§ HOW TO COMPLETE THIS TASK
Whenever a line in the entries below contains the string "their", copy that line.
(DATASET)
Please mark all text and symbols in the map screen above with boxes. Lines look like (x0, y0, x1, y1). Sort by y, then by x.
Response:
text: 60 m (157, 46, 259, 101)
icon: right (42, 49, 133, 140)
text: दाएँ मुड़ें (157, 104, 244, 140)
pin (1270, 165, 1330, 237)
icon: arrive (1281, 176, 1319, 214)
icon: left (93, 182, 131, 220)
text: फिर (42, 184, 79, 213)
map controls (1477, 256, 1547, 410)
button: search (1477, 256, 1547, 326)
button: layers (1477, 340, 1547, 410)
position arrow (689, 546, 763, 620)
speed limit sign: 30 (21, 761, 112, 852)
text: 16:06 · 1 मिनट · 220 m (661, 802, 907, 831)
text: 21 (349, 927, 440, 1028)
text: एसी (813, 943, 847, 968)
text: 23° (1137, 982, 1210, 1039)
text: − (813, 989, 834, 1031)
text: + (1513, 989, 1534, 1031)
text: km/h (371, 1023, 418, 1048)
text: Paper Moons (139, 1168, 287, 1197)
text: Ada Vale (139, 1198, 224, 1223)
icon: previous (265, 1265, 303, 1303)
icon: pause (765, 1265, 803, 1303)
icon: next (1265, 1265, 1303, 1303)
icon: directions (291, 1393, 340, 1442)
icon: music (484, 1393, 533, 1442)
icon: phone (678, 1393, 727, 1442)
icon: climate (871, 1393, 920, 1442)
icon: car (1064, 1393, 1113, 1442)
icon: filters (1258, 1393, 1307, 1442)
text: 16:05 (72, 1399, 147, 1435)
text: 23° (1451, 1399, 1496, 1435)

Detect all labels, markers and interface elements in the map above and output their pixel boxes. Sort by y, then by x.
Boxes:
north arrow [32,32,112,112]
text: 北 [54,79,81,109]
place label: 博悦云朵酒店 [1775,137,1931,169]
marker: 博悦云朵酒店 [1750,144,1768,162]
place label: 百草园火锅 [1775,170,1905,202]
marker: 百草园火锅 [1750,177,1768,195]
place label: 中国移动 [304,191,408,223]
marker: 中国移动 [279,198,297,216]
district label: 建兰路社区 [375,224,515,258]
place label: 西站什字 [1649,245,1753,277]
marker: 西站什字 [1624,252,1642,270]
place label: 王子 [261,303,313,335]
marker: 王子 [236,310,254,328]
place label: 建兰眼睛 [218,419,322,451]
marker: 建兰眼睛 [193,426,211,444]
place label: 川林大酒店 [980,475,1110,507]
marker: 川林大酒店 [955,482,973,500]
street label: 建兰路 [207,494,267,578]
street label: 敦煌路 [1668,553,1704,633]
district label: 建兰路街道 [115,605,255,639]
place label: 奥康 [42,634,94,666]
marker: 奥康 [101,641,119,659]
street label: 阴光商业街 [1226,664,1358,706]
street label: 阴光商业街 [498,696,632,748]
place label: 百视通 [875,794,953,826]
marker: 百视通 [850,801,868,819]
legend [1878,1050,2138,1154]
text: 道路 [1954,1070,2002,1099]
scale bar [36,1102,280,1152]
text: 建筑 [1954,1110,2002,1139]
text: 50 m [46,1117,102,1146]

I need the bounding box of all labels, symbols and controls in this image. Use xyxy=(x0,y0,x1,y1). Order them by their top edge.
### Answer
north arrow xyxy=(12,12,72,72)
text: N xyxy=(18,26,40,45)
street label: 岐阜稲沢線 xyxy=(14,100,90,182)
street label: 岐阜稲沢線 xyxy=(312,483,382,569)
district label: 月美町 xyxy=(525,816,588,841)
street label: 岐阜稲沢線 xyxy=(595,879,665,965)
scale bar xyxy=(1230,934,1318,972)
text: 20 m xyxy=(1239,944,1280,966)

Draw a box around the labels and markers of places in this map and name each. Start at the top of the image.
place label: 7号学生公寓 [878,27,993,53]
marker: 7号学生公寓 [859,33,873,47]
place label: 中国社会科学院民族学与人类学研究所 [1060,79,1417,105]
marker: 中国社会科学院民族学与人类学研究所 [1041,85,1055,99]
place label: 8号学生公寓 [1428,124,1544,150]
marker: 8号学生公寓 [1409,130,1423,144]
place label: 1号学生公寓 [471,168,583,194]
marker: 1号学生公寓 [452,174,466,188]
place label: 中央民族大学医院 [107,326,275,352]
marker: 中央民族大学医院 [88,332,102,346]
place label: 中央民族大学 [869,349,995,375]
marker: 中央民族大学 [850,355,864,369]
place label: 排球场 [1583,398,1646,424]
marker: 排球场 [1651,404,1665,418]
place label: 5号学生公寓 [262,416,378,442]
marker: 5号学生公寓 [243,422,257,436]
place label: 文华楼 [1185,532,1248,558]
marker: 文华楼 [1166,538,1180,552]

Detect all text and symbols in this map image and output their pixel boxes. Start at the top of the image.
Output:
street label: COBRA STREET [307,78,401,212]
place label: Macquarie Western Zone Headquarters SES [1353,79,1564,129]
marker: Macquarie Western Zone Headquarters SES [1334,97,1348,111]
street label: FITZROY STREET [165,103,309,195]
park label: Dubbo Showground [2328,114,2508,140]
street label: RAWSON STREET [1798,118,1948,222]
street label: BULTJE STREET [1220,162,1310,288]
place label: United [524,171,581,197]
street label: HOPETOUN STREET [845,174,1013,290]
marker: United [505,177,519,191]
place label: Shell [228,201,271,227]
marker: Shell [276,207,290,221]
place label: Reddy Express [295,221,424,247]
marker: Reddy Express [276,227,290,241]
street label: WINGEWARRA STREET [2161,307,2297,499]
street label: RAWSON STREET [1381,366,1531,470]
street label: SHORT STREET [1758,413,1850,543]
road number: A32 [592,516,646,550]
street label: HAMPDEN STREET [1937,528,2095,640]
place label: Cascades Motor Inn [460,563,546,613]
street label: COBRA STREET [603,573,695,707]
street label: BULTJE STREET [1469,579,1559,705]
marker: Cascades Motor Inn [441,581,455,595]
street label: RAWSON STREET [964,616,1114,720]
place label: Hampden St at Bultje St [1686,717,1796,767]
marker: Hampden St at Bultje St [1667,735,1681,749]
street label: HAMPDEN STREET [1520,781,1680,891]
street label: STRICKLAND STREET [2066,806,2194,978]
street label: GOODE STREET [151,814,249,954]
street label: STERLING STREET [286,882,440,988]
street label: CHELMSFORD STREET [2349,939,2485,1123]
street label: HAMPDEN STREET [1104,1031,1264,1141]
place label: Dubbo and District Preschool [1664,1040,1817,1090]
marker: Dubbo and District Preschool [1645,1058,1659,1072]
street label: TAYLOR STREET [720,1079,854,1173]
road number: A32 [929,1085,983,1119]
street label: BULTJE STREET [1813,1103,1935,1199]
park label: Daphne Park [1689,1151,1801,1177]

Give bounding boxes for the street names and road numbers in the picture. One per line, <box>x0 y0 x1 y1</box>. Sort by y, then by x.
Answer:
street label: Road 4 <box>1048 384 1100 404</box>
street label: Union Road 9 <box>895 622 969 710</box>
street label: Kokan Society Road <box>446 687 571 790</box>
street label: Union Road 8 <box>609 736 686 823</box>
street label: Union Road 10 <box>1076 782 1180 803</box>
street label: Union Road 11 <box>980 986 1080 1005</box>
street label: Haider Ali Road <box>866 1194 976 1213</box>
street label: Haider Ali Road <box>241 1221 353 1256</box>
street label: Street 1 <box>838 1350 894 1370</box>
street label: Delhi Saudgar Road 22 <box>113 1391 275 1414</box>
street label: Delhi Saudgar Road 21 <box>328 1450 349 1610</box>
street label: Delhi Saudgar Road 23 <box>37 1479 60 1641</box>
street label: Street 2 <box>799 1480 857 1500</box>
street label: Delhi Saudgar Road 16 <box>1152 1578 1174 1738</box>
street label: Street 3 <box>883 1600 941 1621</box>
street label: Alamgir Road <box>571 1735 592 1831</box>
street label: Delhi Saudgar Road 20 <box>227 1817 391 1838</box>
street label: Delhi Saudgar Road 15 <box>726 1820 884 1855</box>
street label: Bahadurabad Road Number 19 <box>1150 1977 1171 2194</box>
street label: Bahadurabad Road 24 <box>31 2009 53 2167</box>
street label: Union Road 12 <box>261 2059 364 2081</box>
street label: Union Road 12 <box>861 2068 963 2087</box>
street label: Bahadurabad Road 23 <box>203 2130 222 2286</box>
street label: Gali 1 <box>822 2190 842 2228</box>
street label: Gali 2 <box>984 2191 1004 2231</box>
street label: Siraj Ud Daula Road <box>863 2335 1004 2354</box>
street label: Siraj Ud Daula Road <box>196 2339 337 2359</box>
(End DATASET)
§ SOLUTION BELOW
Detect all labels, markers and interface elements in the map above and output their pixel boxes. Sort by y, then by x.
I need the bounding box of all labels, symbols and controls in this image. Use xyxy=(x0,y0,x1,y1). Order them by their top edge.
Detect all text and symbols in this map image and output their pixel boxes. Start at the top of the image.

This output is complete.